- Submitted
- 1.0
Semantic arrays
Stephen Taylor (sjt@5jt.com)
APL functions are presented to support ‘semantic indexing’. These functions are modelled on features of the K language.
An array is a map between its indexes and its values. The indexes of APL arrays are integers and represent position in the array. Where the elements are homegenous, this is congenial. But where elements represent different kinds of things, it is rarely helpful to indicate them by position.
Indeed, Cannon’s Canon [1]
deprecates using numerical constants to indicate anything but
numbers. For example, while the 3 in +3
indicates
nothing but a number by which something is to be increased,
+customer[3]
is deprecated if it requires one to
remember that the third element of customer
indicates age. If one means age then one wants a way to
say so.
Call the mapping of numbers to values ordinal mapping and the mapping of character strings to values semantic mapping.
The workspace’s global symbol table provides semantic mapping but, by definition, there can be only one global symbol table – and we frequently need multiple maps. Dyalog’s namespace provides multiple semantic mappings very nicely through ‘local’ symbol tables, eg
customer.age←38
JavaScript and PHP provide semantic mapping through objects, collections of name/value pairs.
customer = {name: Jane Doe, age:38}
JavaScript also supports character strings as array indexes, allowing eg
customer['age'] = 38
The K language provides semantic mapping through symbols, which behave much like character strings, eg
customer: `name`age!("Jane Doe";38) customer[`age] 38 customer@`age`name (38;"Jane Doe")
Without the use of Dyalog namespaces, I sought convenient
representations using more generic APL. I was inspired
particularly by K’s index function @
. Emulating
this in APL neatly avoided any need for special syntax. This
article presents what I devised, much as it is used in the
application on which I work.
Dictionaries and tables
Call a semantic array of rank 1 a dictionary. It is a
pairing of names and values. Represent it in APL by a vector
of the values, prefixed by the enclosed vector of
their names. Thus, ↑dict
has the same length as
1↓dict
. [2]
]display French ← (⊂'cow' 'dog' 'cat') , 'vache' 'chien' 'chat' .→------------------------------------. ∣.→--------------..→----..→----..→---.∣ ∣∣.→--..→--..→--.∣∣vache∣∣chien∣∣chat∣∣ ∣∣∣cow∣∣dog∣∣cat∣∣'-----''-----''----'∣ ∣∣'---''---''---'∣ ∣ ∣'∊--------------' ∣ '∊------------------------------------'
Call a semantic array of rank 2 a table. It is a pairing of names and vectors. All the vectors have the same length: the depth of (number of rows in) the table. Represent it in APL by a nested matrix. The first row of the matrix contains the column names.

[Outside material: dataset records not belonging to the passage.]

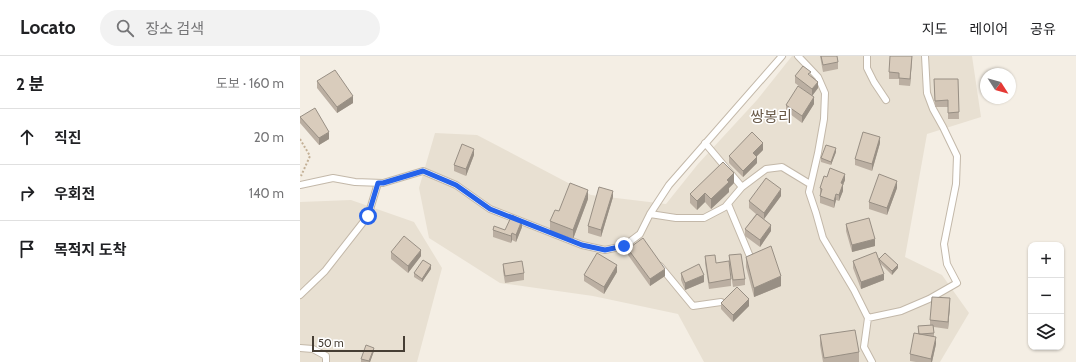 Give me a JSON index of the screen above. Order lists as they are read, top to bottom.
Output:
{
  "districts": ["쌍봉리"],
  "scale_bar": "50 m",
  "north": "bottom right",
  "page": {
    "header": "Locato",
    "search": "장소 검색",
    "nav": ["지도", "레이어", "공유"],
    "heading": ["2 분", "도보 · 160 m"],
    "list": [
      ["직진", "20 m"],
      ["우회전", "140 m"],
      "목적지 도착"
    ],
    "map_buttons": ["+", "−"],
    "scale": "50 m"
  }
} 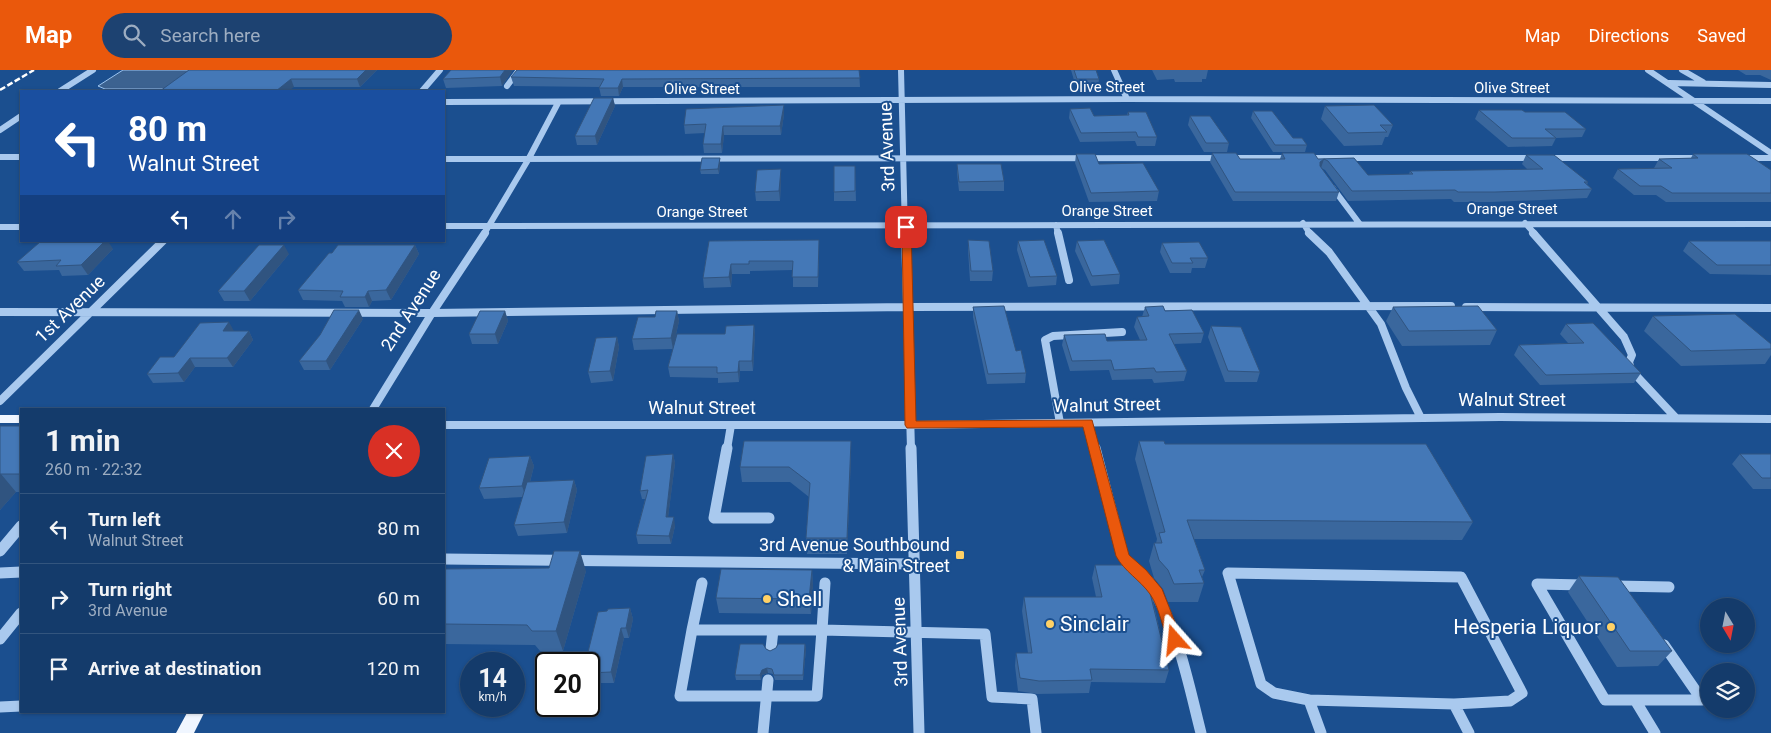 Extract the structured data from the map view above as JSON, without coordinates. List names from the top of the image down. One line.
{"streets":{"street":["Olive Street","3rd Avenue","Orange Street","1st Avenue","2nd Avenue","Walnut Street"]},"crossings":[["Olive Street","3rd Avenue"],["Olive Street","2nd Avenue"],["3rd Avenue","Orange Street"],["3rd Avenue","Walnut Street"],["Orange Street","2nd Avenue"]],"places":{"transit":["3rd Avenue Southbound & Main Street"],"other":["Shell","Sinclair","Hesperia Liquor"]},"north":"bottom","page":{"header":"Map","search":"Search here","nav":["Map","Directions","Saved"],"turn":["80 m","Walnut Street"],"heading":["1 min","260 m · 22:32"],"list":[{"name":"Turn left","note":"Walnut Street","value":"80 m"},{"name":"Turn right","note":"3rd Avenue","value":"60 m"},{"name":"Arrive at destination","value":"120 m"}],"speed":"14 km/h","limit":"20"}} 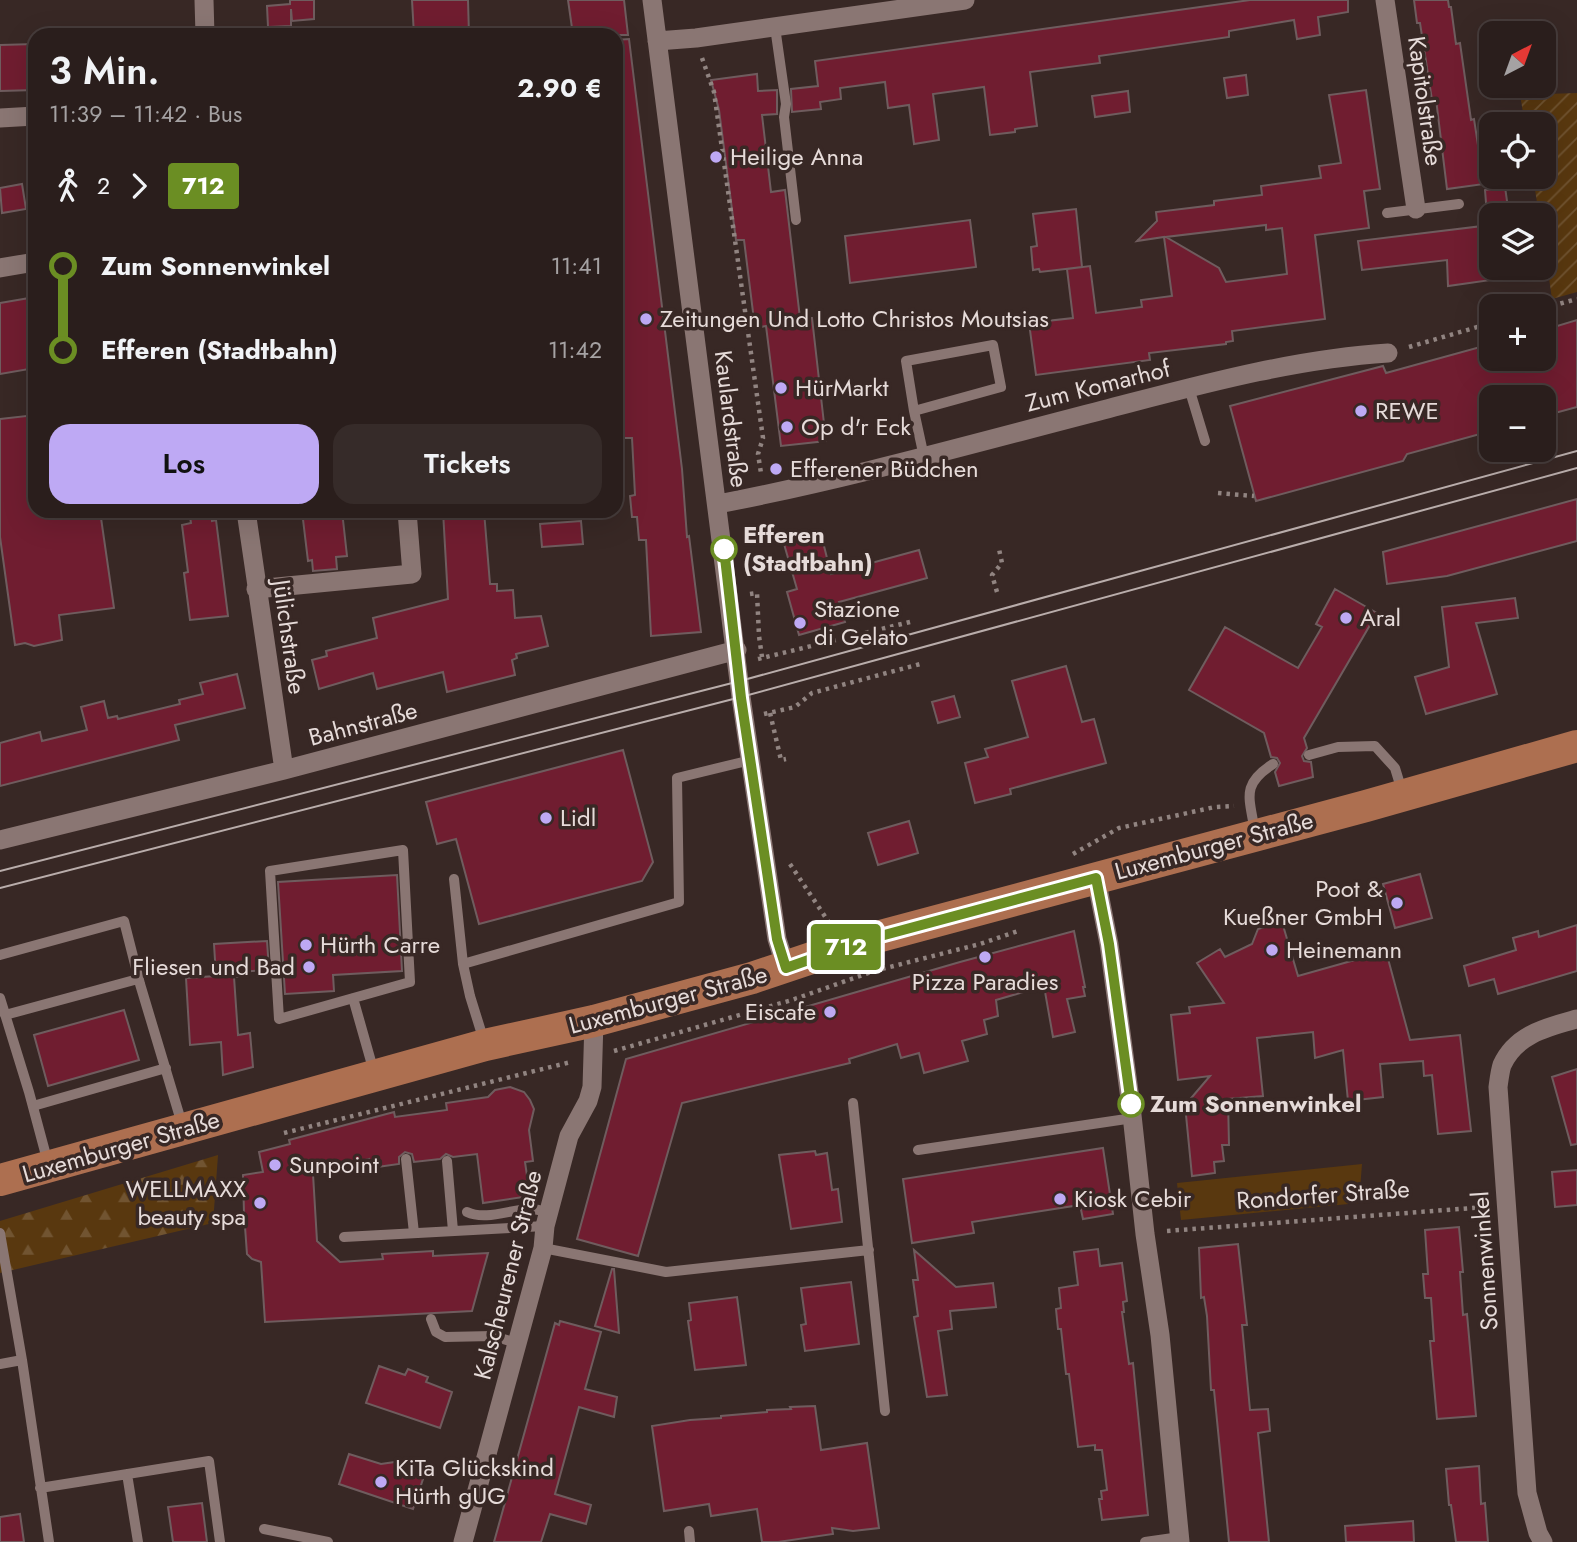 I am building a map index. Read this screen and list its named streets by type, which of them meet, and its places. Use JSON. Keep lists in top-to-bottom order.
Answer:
{
  "streets": {
    "main road": ["Luxemburger Straße"],
    "street": [
      "Kapitolstraße",
      "Zum Komarhof",
      "Kaulardstraße",
      "Jülichstraße",
      "Bahnstraße",
      "Sonnenwinkel",
      "Kalscheurener Straße"
    ],
    "path": ["Rondorfer Straße"]
  },
  "crossings": [
    ["Zum Komarhof", "Kaulardstraße"],
    ["Kaulardstraße", "Bahnstraße"],
    ["Kaulardstraße", "Luxemburger Straße"],
    ["Jülichstraße", "Bahnstraße"],
    ["Luxemburger Straße", "Kalscheurener Straße"],
    ["Rondorfer Straße", "Sonnenwinkel"]
  ],
  "places": [
    "Heilige Anna",
    "Zeitungen Und Lotto Christos Moutsias",
    "HürMarkt",
    "REWE",
    "Op d'r Eck",
    "Efferener Büdchen",
    "Efferen (Stadtbahn)",
    "Aral",
    "Stazione di Gelato",
    "Lidl",
    "Poot & Kueßner GmbH",
    "Hürth Carre",
    "Heinemann",
    "Pizza Paradies",
    "Fliesen und Bad",
    "Eiscafe",
    "Zum Sonnenwinkel",
    "Sunpoint",
    "Kiosk Cebir",
    "WELLMAXX beauty spa",
    "KiTa Glückskind Hürth gUG"
  ],
  "lines": ["bus line 712"],
  "north": "top right",
  "page": {
    "on_map": "712",
    "map_buttons": ["+", "−"],
    "heading": ["3 Min.", "11:39 – 11:42 · Bus", "2.90 €"],
    "legs": ["2", "712"],
    "list": [
      {
        "name": "Zum Sonnenwinkel",
        "value": "11:41"
      },
      {
        "name": "Efferen (Stadtbahn)",
        "value": "11:42"
      }
    ],
    "buttons": ["Los", "Tickets"]
  }
}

∆←('cow' 'vache' 'Kuh')('dog' 'chien' 'Hund')('cat' 'chat' 'Katze') ⎕←tbl←'English' 'French' 'German' ⍪ ⊃∆ English French German cow vache Kuh dog chien Hund cat chat Katze
Happily, the default display of a matrix is exactly what one would want.
Clearly, the matrix can be seen as a special case of the dictionary, in which all the values are vectors of the same length. It is trivial to switch between forms:
]display dict ← (⊂tbl[1;]), ⎕SPLIT[1] 1 0↓ tbl .→-------------------------------------------------------------- ∣.→------------------------..→--------------..→----------------- ∣∣.→------..→-----..→-----.∣∣.→--..→--..→--.∣∣.→----..→----..→-- ∣∣∣English∣∣French∣∣German∣∣∣∣cow∣∣dog∣∣cat∣∣∣∣vache∣∣chien∣∣cha … ∣∣'-------''------''------'∣∣'---''---''---'∣∣'-----''-----''--- ∣'∊------------------------''∊--------------''∊----------------- '∊--------------------------------------------------------------
The at
function
Tables and dictionaries are in the left domain of the
at
function. The right argument is either a single
key:
French at 'dog' chien German at 'dog' Hund tbl at 'French' vache chien chat
or an array of keys:
French at 'dog' 'cow' chien vache German at 'dog' 'cow' Hund Kuh tbl at 'English' 'German' cow dog cat Kuh Hund Katze dict at 'English' 'German' cow dog cat Kuh Hund Katze
In our application we have large parameter sets known as bases. Their definitions vary slightly from one version of the application to the next, so we need to manage that variation during the upgrade.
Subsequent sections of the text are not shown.